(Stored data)
•••••
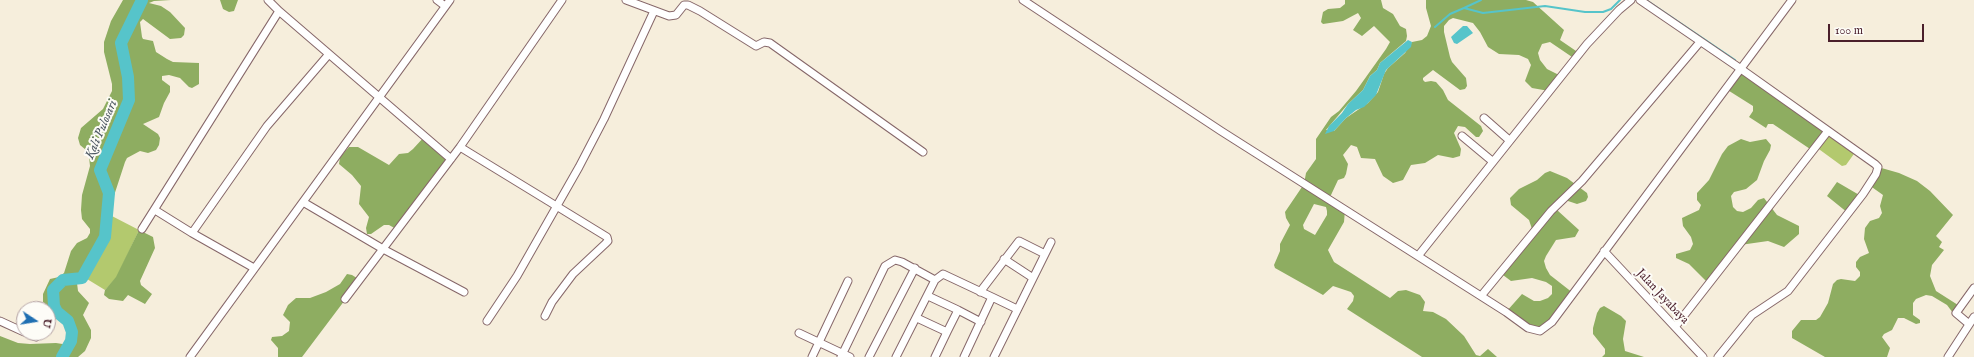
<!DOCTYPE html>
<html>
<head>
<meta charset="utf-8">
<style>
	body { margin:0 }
	#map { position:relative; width:1974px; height:357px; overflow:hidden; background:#f6eedc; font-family:"IM FELL English",serif }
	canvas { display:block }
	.north { position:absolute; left:16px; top:301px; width:40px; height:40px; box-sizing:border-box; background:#fdfcf7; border:1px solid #b5a4a5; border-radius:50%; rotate:102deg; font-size:11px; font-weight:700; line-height:16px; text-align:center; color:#4a1f2b }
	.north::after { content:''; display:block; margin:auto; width:14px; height:18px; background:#1f6fb2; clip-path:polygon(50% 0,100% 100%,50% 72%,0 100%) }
	.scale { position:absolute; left:1828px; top:24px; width:96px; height:18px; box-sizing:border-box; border:2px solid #4a1f2b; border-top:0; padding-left:5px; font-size:12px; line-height:14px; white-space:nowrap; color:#4a1f2b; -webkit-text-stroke:3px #fdfcf7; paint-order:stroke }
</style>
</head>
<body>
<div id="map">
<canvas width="1974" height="357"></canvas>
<div class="north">U</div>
<div class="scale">100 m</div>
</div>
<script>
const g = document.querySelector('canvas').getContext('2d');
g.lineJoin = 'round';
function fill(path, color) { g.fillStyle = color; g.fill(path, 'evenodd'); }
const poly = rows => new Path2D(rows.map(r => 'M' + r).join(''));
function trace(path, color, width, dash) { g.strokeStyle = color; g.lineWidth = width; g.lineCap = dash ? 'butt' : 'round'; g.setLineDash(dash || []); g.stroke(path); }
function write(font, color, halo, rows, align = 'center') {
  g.font = font + ' "IM FELL English",serif'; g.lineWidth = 4; g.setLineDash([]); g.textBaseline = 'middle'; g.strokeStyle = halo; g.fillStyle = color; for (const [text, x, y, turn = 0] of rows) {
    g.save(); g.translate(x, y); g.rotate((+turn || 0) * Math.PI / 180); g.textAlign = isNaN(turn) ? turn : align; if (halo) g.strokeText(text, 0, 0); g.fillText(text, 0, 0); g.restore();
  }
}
fill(poly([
	[1828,131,1856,151,1846,165,1842,166,1816,147],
	[108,214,139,230,117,277,105,290,87,279,84,274,105,237]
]), '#b3c96e');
fill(poly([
	[123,0,171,0,154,1,149,3,161,6,170,12,185,28,184,35,181,38,170,39,143,19,140,22,142,37,143,39,153,41,156,52,167,59,173,62,199,63,199,84,192,88,189,87,180,78,169,75,162,76,162,80,170,86,170,92,164,103,159,117,143,124,158,134,160,138,159,145,156,150,148,153,140,151,127,158,125,162,108,214,105,237,82,278,77,283,78,291,89,303,83,315,91,330,91,338,85,351,78,357,0,357,0,336,18,343,30,344,56,343,69,345,71,341,72,332,68,321,43,302,43,294,50,279,59,277,64,273,71,251,77,243,87,238,90,233,90,229,82,219,81,210,82,195,90,166,89,157,86,150,80,145,78,138,81,128,103,109,112,91,112,84,104,52,104,42,111,21],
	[220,0,238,0,234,11,229,12,223,9],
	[1345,0,1381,0,1383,8,1393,14,1400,26,1406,29,1407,36,1406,41,1380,63,1377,70,1370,76,1363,90,1348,104,1326,130,1334,131,1346,118,1368,103,1378,92,1384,74,1388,68,1405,53,1412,42,1422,40,1427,36,1431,26,1426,8,1426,0,1526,0,1533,2,1564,30,1560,40,1579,53,1575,59,1550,42,1542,44,1538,53,1540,60,1547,69,1561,76,1549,91,1532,88,1525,81,1531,65,1528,59,1519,55,1499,54,1488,47,1480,32,1473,23,1453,18,1449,20,1444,26,1444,32,1450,57,1452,62,1466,78,1467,86,1465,89,1460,90,1433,70,1423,78,1423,80,1425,82,1431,81,1436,82,1443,90,1448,100,1481,126,1483,131,1479,137,1476,137,1465,127,1458,126,1454,133,1461,149,1460,156,1453,158,1438,155,1425,163,1411,165,1403,180,1393,183,1383,176,1375,159,1361,158,1357,147,1351,145,1343,155,1348,164,1346,174,1344,178,1338,180,1331,195,1327,198,1345,210,1344,222,1328,250,1334,262,1390,298,1398,291,1406,290,1420,295,1425,302,1423,311,1433,312,1446,319,1464,336,1476,355,1480,356,1488,349,1497,357,1422,357,1347,309,1353,301,1354,296,1351,292,1333,286,1323,295,1275,268,1274,265,1280,251,1280,244,1290,225,1286,218,1285,212,1304,184,1306,173,1316,159,1316,139,1331,117,1339,111,1356,91,1386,49,1390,42,1374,26,1362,36,1353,30,1361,18,1358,13,1343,21,1323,24,1321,22,1323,12,1328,9,1340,8,1345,4],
	[1314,204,1326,207,1327,211,1327,215,1315,235,1304,229,1303,225],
	[1741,69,1828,131,1813,151,1773,124,1768,124,1766,128,1749,117,1753,111,1753,106,1726,89],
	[424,137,451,159,398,230,389,225,384,225,371,234,367,234,366,228,369,217,359,204,361,186,352,175,339,164,340,157,349,147,358,147,389,165,399,154,408,153,413,149],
	[1741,139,1750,142,1766,139,1771,145,1770,150,1764,161,1757,180,1746,189,1734,192,1731,196,1733,207,1737,211,1743,212,1751,208,1758,200,1764,198,1777,215,1799,226,1799,234,1784,247,1768,241,1740,245,1709,284,1689,264,1676,258,1676,254,1690,250,1693,244,1691,237,1683,226,1682,218,1699,210,1701,205,1697,200,1697,193,1709,180,1722,154,1728,146],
	[1878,167,1899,173,1917,181,1930,191,1953,215,1936,236,1942,242,1939,247,1944,250,1932,265,1930,276,1936,291,1958,305,1955,313,1953,313,1947,305,1932,296,1926,295,1916,299,1913,303,1913,315,1920,320,1920,323,1916,324,1904,318,1898,318,1892,330,1884,334,1882,337,1890,348,1887,357,1825,357,1792,338,1792,331,1801,320,1816,320,1820,317,1828,303,1833,284,1837,280,1841,279,1855,281,1860,276,1860,272,1856,267,1856,262,1860,257,1869,253,1864,239,1865,228,1870,221,1879,218,1882,213,1880,206,1883,195,1869,185],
	[1550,171,1567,178,1587,193,1588,197,1586,201,1577,204,1562,199,1557,210,1579,230,1575,237,1556,240,1546,256,1544,261,1546,268,1550,275,1573,293,1540,331,1506,312,1522,294,1534,301,1540,301,1548,298,1552,294,1552,286,1546,282,1532,278,1511,281,1503,275,1533,232,1529,220,1511,205,1510,198,1519,189,1537,180,1545,173],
	[1837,182,1861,196,1848,213,1827,196],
	[139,230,153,237,155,248,140,281,141,285,152,294,145,304,128,295,123,301,109,299,104,295,105,290,116,277],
	[347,274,352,275,360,280,302,357,278,357,278,348,271,340,272,337,282,336,289,331,290,322,283,315,288,305,296,298,310,298,326,292,340,284],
	[1604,306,1621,316,1626,321,1623,339,1625,351,1644,357,1602,357,1605,354,1605,349,1593,334,1593,328,1597,313,1600,308]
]), '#8ead61');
fill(poly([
	[1463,26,1467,26,1473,33,1457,44,1454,43,1451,37],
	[1408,40,1412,42,1411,47,1386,70,1376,95,1364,107,1356,110,1346,118,1334,131,1325,134,1329,126,1342,113,1348,104,1363,90,1370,76,1377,70,1380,63]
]), '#56c4ca');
trace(poly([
	[1646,0,1735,60],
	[1464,8,1481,0],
	[1435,27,1450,14,1464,8,1483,13,1545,6,1585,12,1603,12,1611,9,1620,0]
]), '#56c4ca', 2);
trace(poly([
	[62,357,71,341,72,332,68,321,57,312,54,306,53,290,63,280,82,278,105,237,109,193,100,170,129,100,128,77,121,43,142,0]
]), '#56c4ca', 12);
const minor = poly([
	[268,0,279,11],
	[437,0,445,6],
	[626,0,669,16,676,15,684,5,688,5,700,11,756,46,764,42,770,43,923,152],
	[1023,0,1221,131,1506,312,1528,328,1540,331,1552,322,1792,0],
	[1640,0,1741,69,1875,164,1878,167,1876,174,1863,194,1788,291,1752,315,1718,357],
	[1484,118,1509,140],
	[1462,136,1492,161],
	[460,147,607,237,608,241,605,244,573,274,552,302,545,316],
	[303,202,383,249,464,292],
	[155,210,192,233,254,268],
	[142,229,279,11,451,159],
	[192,233,267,126,329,54],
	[1604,251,1703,357],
	[1418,256,1587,44,1619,10,1631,0],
	[1004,259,1033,278],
	[935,280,943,274,992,297,964,357],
	[980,292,1019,241,1045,254],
	[928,296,958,310],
	[1481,296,1551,211,1582,181,1700,42],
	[992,297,1017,309],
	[345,299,460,147,562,0],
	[917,318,947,332,935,357],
	[0,321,24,332],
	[487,321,517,276,579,167,604,119,654,11],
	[1969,324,1956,313,1974,288],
	[1675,327,1828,131],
	[947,332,958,310,981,322],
	[27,333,36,337],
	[799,333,850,357],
	[190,357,450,0],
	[812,357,848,281],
	[841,357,885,266,895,260,902,262,935,280,896,357],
	[869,357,915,268],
	[994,357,1051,242],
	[1948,357,1974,317]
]);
trace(minor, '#866769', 9);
trace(minor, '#fff', 7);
write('12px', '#4a1f2b', '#fdfcf7', [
	["Jalan Jayabaya",1662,297,47]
]);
write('italic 13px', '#4e5963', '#fdfcf7', [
	["Kali Pulosari",102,130,-67]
]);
</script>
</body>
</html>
•••••
### EXERCISE PROMPT
Through the line containing "position:absolute; left:16px; top:301px;" and no further, restate the data above word for word from its first line, leaving out pictures.

### EXPECTED OUTPUT
<!DOCTYPE html>
<html>
<head>
<meta charset="utf-8">
<style>
	body { margin:0 }
	#map { position:relative; width:1974px; height:357px; overflow:hidden; background:#f6eedc; font-family:"IM FELL English",serif }
	canvas { display:block }
	.north { position:absolute; left:16px; top:301px; width:40px; height:40px; box-sizing:border-box; background:#fdfcf7; border:1px solid #b5a4a5; border-radius:50%; rotate:102deg; font-size:11px; font-weight:700; line-height:16px; text-align:center; color:#4a1f2b }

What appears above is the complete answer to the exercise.